Nowadays, the National Weather Service (NWS) is an agency of the United States government that is tasked with providing weather forecasts, warnings of hazardous weather, and other weather-related products to organizations and the public for the purposes of protection, safety, and general information. It is a part of the National Oceanic and Atmospheric Administration (NOAA) branch of the Department of Commerce, and is headquartered in Silver Spring, Maryland (located just outside Washington, D.C.).[https://en.wikipedia.org/wiki/National_Weather_Service].
The database currently contains data from January 1950 to November 2015, as entered by NOAA’s National Weather Service (NWS). Due to changes in the data collection and processing procedures over time, there are unique periods of record available depending on the event type. The following timelines show the different time spans for each period of unique data collection and processing procedures.

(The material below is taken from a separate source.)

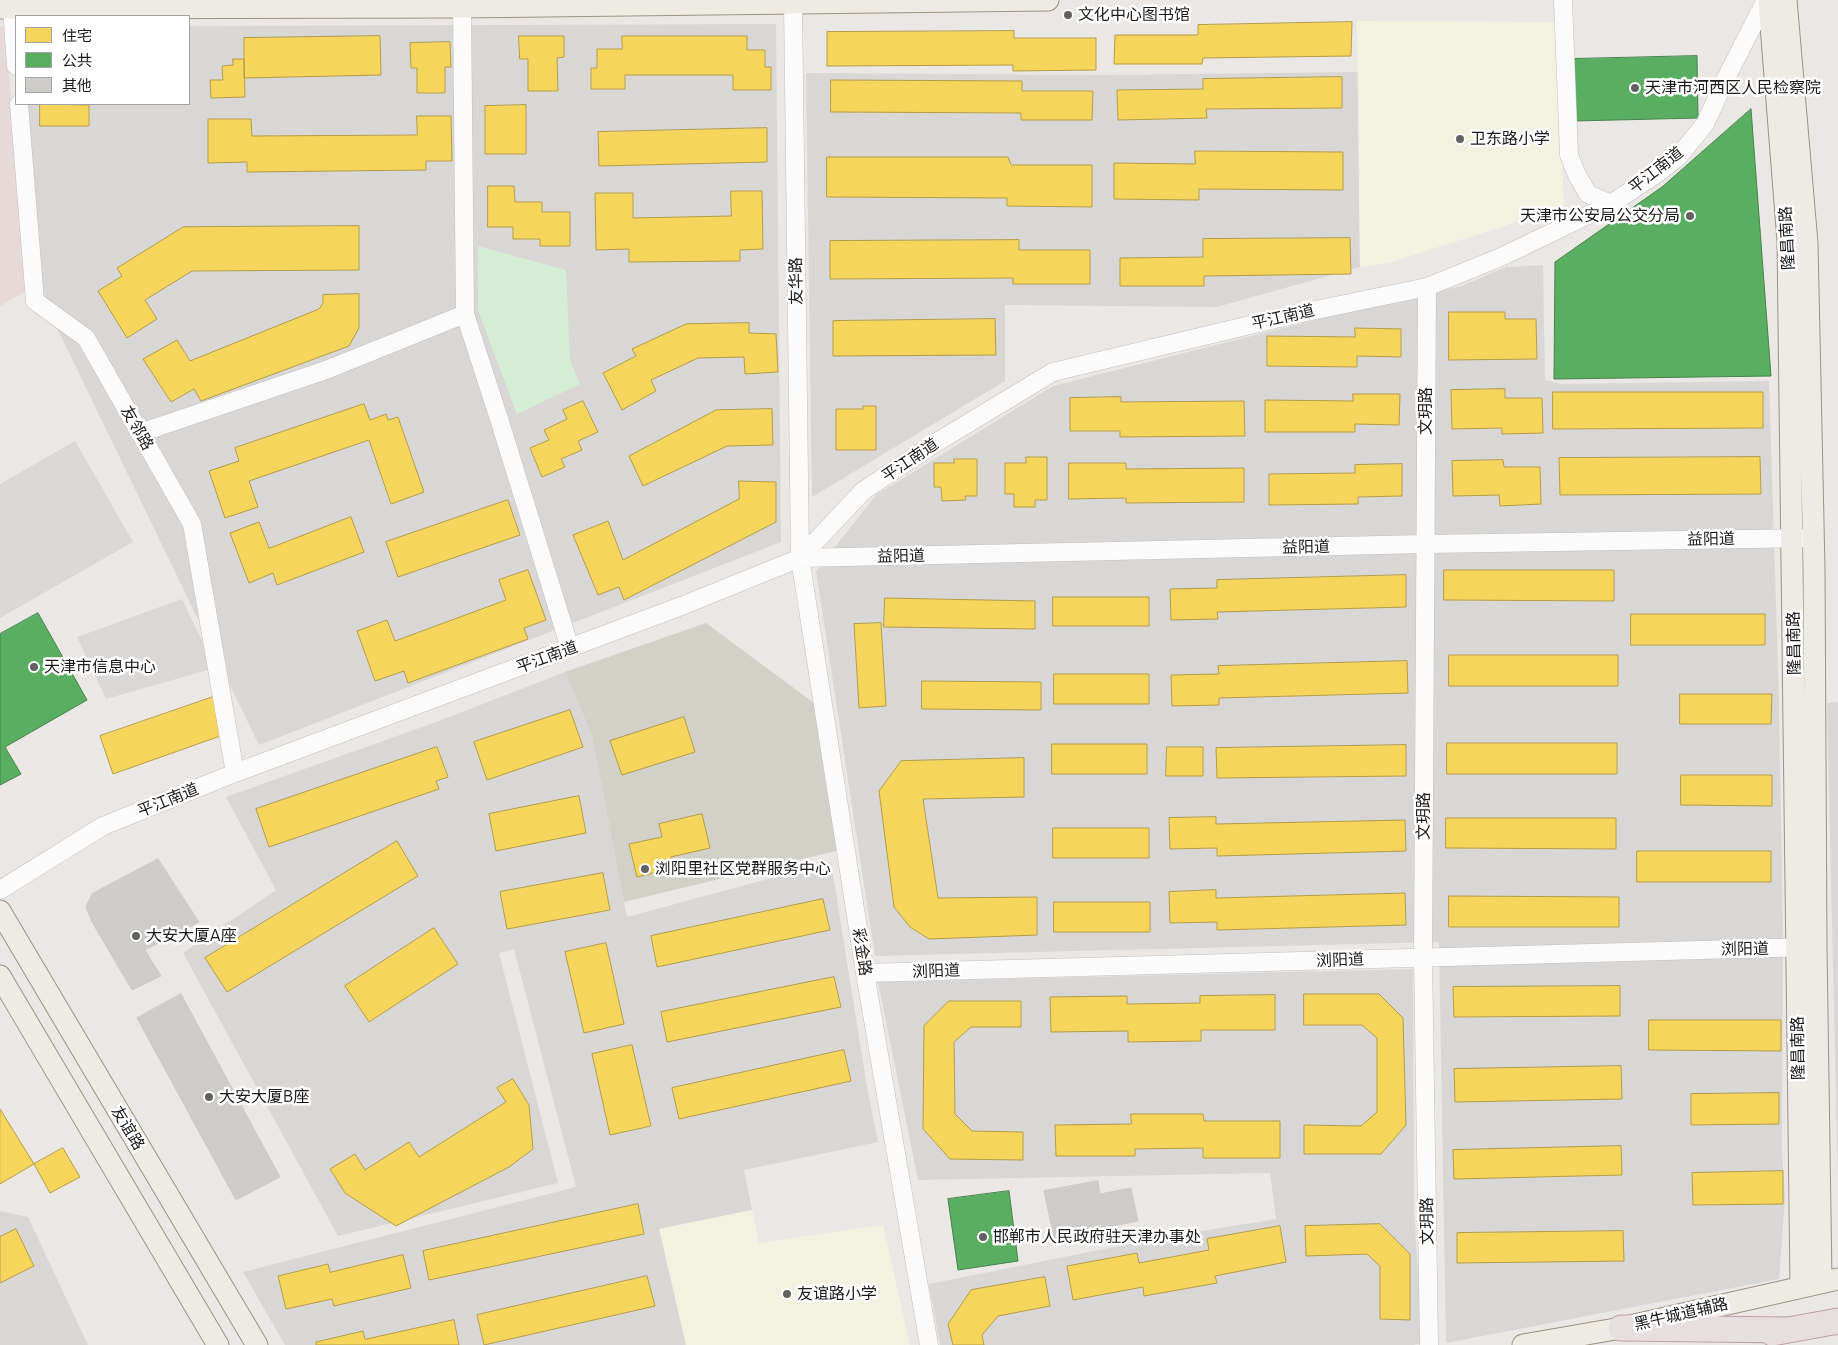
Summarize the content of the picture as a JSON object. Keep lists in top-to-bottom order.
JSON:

Select below for detailed decriptions of each data collection type. [http://www.ncdc.noaa.gov/stormevents/details.jsp]
This report consists to analyze and visualize the severe weather Events on Public Health and Economy in the US using the NOAA Storm Database from 1950 to 2011. In this paper we will higlight many severe events can result in fatalities, injuries, and property damage, and preventing such outcomes to the extent possible is a key concern. From these data, we investigate which type of events are the most harmful to the population and financially.
library(R.utils) #for bunzip2
library(ggplot2) #for plots
library(plyr) #for count & aggregate method
library(reshape2) #Flexibly restructure and aggregate data using MELT and MERGE
Read the source .csv file
#Unzip and read .csv file into the variable data
dataLoad <- read.csv(bzfile("repdata-data-StormData.csv.bz2"), strip.white = TRUE)
Select useful data
Subsetting data into variables that are needed and adding a new variable.

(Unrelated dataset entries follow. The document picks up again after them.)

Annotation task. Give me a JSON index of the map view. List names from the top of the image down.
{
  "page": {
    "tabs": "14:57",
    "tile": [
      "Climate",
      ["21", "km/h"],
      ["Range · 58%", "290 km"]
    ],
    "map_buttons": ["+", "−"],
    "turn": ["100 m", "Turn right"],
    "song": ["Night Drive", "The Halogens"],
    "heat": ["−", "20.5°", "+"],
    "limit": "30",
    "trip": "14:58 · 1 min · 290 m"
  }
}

#Remove unwanted colums (not used for this analysis)
gCol <- c("BGN_DATE", "EVTYPE", "FATALITIES", "INJURIES", "PROPDMG", "PROPDMGEXP", "CROPDMG", "CROPDMGEXP")
gData <- dataLoad[, gCol]
#Head of two rows with good columns
head(gData,n=2)
## BGN_DATE EVTYPE FATALITIES INJURIES PROPDMG PROPDMGEXP CROPDMG
## 1 4/18/1950 0:00:00 TORNADO 0 15 25.0 K 0
## 2 4/18/1950 0:00:00 TORNADO 0 0 2.5 K 0
## CROPDMGEXP
## 1
## 2
#Types of data
str(gData)
## 'data.frame': 902297 obs. of 8 variables:
## $ BGN_DATE : Factor w/ 16335 levels "1/1/1966 0:00:00",..: 6523 6523 4242 11116 2224 2224 2260 383 3980 3980 ...
## $ EVTYPE : Factor w/ 985 levels " HIGH SURF ADVISORY",..: 834 834 834 834 834 834 834 834 834 834 ...
## $ FATALITIES: num 0 0 0 0 0 0 0 0 1 0 ...
## $ INJURIES : num 15 0 2 2 2 6 1 0 14 0 ...
## $ PROPDMG : num 25 2.5 25 2.5 2.5 2.5 2.5 2.5 25 25 ...
## $ PROPDMGEXP: Factor w/ 19 levels "","-","?","+",..: 17 17 17 17 17 17 17 17 17 17 ...
## $ CROPDMG : num 0 0 0 0 0 0 0 0 0 0 ...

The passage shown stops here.